**Task statement**
What appears from the first line of the data below through the line containing "ctx.font = font", both included, should be copied exactly, and nothing else.

*** Begin section ***

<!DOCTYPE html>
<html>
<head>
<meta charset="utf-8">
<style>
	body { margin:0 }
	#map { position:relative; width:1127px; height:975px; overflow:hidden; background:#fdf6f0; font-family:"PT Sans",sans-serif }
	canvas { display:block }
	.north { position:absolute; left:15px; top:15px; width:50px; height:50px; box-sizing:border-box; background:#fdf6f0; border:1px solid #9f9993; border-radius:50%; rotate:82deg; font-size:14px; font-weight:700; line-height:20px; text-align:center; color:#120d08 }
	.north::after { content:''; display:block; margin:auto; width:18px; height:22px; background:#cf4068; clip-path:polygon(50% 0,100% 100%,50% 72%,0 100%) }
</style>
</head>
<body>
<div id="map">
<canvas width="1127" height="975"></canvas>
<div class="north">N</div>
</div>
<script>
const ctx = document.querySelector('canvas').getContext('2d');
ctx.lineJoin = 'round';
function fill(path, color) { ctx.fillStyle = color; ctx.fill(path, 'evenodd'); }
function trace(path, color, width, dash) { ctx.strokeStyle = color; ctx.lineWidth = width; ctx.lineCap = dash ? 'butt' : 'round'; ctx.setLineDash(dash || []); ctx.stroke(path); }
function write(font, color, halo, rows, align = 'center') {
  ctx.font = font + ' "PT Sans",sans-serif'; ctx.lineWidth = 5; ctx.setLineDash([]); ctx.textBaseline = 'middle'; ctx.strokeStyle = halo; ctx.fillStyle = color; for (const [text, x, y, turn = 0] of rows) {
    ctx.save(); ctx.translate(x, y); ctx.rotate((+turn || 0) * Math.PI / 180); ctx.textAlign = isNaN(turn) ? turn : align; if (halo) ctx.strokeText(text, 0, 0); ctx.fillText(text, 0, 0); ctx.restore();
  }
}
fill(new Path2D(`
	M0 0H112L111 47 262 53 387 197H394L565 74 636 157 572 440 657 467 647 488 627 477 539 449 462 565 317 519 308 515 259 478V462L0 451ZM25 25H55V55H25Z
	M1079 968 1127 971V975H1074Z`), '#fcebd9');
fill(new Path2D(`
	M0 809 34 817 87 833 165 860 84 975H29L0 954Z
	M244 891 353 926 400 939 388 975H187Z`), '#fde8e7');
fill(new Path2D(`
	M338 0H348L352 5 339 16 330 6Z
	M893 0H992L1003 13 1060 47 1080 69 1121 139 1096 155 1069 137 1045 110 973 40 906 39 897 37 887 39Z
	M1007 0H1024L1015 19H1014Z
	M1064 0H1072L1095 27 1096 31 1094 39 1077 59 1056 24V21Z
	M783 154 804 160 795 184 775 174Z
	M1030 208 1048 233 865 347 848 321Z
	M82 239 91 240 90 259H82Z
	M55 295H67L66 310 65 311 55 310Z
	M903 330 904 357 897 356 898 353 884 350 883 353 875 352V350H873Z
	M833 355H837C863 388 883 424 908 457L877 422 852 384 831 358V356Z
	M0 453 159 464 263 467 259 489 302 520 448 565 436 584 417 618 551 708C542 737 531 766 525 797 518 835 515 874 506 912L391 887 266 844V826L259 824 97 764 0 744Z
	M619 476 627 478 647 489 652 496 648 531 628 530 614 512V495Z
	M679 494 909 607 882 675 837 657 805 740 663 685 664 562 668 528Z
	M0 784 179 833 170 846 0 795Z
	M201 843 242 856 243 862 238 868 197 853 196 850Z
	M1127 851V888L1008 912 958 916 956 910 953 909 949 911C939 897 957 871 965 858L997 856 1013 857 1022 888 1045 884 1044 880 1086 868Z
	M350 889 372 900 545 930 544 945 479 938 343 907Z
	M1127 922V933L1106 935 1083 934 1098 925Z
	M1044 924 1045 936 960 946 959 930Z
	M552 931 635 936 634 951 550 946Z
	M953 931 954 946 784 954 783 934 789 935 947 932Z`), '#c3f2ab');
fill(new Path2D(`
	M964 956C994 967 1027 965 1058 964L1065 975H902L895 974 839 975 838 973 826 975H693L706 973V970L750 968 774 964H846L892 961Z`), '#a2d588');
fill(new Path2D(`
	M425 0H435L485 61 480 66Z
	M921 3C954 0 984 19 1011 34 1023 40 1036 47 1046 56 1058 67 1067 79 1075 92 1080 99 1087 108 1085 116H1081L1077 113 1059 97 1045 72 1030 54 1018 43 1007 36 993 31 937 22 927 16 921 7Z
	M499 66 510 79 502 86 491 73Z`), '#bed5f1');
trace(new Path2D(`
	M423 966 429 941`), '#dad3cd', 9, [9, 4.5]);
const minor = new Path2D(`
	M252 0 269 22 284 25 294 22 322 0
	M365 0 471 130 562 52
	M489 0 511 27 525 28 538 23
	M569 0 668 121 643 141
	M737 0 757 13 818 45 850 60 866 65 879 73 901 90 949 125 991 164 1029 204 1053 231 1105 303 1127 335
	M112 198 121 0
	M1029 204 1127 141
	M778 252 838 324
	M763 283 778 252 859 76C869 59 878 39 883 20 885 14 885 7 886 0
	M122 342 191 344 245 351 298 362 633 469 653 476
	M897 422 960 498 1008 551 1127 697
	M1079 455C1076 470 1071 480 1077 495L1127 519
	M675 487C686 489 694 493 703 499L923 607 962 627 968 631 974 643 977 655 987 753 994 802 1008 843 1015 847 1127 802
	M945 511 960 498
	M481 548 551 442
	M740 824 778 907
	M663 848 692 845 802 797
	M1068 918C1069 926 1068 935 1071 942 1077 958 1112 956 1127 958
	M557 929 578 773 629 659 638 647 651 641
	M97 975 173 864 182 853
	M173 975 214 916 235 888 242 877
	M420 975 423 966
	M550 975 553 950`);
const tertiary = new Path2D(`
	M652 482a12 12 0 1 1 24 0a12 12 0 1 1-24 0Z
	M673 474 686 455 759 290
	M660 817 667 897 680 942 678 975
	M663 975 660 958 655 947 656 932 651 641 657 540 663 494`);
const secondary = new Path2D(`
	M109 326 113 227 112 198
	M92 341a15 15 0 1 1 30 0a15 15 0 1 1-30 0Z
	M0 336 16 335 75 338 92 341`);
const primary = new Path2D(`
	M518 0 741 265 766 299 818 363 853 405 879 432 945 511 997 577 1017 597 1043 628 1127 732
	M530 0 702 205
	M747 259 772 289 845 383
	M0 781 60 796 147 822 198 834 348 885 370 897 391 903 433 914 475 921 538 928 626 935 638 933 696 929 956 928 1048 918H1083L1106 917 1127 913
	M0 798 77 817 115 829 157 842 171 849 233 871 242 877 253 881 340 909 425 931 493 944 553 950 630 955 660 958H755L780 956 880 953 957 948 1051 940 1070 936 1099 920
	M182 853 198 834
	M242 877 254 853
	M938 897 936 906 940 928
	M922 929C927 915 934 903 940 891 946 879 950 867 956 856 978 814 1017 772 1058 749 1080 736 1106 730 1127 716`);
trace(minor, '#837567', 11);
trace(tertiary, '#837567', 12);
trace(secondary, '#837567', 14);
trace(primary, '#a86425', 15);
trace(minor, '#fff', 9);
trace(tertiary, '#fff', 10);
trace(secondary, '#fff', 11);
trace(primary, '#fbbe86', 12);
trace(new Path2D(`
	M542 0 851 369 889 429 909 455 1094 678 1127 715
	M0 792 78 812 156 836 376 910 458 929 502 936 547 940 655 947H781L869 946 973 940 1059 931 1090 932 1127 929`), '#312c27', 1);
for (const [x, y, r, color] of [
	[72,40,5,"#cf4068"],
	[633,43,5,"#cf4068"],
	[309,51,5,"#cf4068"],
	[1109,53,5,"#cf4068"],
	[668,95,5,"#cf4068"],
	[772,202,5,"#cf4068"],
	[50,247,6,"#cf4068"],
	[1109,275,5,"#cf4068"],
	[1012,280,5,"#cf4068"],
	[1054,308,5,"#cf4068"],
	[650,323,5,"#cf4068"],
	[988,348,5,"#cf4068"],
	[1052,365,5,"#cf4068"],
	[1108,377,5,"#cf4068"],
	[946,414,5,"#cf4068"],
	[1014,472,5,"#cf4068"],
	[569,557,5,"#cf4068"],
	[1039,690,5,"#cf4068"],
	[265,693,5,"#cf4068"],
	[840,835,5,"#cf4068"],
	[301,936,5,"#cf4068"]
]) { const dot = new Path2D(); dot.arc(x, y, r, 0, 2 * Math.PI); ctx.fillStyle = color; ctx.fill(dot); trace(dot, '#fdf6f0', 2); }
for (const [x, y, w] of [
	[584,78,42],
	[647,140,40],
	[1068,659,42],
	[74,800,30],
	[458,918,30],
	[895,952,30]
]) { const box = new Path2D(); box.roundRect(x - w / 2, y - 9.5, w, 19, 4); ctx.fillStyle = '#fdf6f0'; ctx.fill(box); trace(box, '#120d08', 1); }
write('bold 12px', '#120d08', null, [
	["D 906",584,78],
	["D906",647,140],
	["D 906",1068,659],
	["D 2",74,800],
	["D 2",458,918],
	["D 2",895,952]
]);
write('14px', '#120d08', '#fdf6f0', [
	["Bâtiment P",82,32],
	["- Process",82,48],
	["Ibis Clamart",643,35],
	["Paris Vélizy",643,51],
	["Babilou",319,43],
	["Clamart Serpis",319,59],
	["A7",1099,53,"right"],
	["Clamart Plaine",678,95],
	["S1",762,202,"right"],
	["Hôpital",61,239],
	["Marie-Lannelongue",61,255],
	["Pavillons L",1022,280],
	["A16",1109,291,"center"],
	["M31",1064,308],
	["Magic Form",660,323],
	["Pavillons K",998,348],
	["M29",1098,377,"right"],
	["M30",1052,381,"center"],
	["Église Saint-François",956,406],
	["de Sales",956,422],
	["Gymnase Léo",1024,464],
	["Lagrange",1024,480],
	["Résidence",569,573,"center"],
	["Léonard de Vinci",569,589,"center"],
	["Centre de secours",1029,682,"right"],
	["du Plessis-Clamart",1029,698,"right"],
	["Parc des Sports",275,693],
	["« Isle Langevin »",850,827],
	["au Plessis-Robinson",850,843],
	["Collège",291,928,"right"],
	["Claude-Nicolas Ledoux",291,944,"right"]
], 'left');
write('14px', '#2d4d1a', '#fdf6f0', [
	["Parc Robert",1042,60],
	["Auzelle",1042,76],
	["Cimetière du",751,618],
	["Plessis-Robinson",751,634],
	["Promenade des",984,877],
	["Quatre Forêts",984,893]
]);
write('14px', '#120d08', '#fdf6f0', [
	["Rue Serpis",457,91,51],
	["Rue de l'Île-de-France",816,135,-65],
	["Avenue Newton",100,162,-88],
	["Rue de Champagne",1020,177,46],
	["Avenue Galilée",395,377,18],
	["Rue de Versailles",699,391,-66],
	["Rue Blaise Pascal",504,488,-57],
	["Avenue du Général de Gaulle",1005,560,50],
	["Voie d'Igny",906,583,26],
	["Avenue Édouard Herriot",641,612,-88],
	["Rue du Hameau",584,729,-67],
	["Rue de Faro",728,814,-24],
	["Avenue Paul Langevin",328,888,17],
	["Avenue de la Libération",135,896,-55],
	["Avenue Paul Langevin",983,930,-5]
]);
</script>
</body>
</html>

*** End section ***

**Solution**
<!DOCTYPE html>
<html>
<head>
<meta charset="utf-8">
<style>
	body { margin:0 }
	#map { position:relative; width:1127px; height:975px; overflow:hidden; background:#fdf6f0; font-family:"PT Sans",sans-serif }
	canvas { display:block }
	.north { position:absolute; left:15px; top:15px; width:50px; height:50px; box-sizing:border-box; background:#fdf6f0; border:1px solid #9f9993; border-radius:50%; rotate:82deg; font-size:14px; font-weight:700; line-height:20px; text-align:center; color:#120d08 }
	.north::after { content:''; display:block; margin:auto; width:18px; height:22px; background:#cf4068; clip-path:polygon(50% 0,100% 100%,50% 72%,0 100%) }
</style>
</head>
<body>
<div id="map">
<canvas width="1127" height="975"></canvas>
<div class="north">N</div>
</div>
<script>
const ctx = document.querySelector('canvas').getContext('2d');
ctx.lineJoin = 'round';
function fill(path, color) { ctx.fillStyle = color; ctx.fill(path, 'evenodd'); }
function trace(path, color, width, dash) { ctx.strokeStyle = color; ctx.lineWidth = width; ctx.lineCap = dash ? 'butt' : 'round'; ctx.setLineDash(dash || []); ctx.stroke(path); }
function write(font, color, halo, rows, align = 'center') {
  ctx.font = font + ' "PT Sans",sans-serif'; ctx.lineWidth = 5; ctx.setLineDash([]); ctx.textBaseline = 'middle'; ctx.strokeStyle = halo; ctx.fillStyle = color; for (const [text, x, y, turn = 0] of rows) {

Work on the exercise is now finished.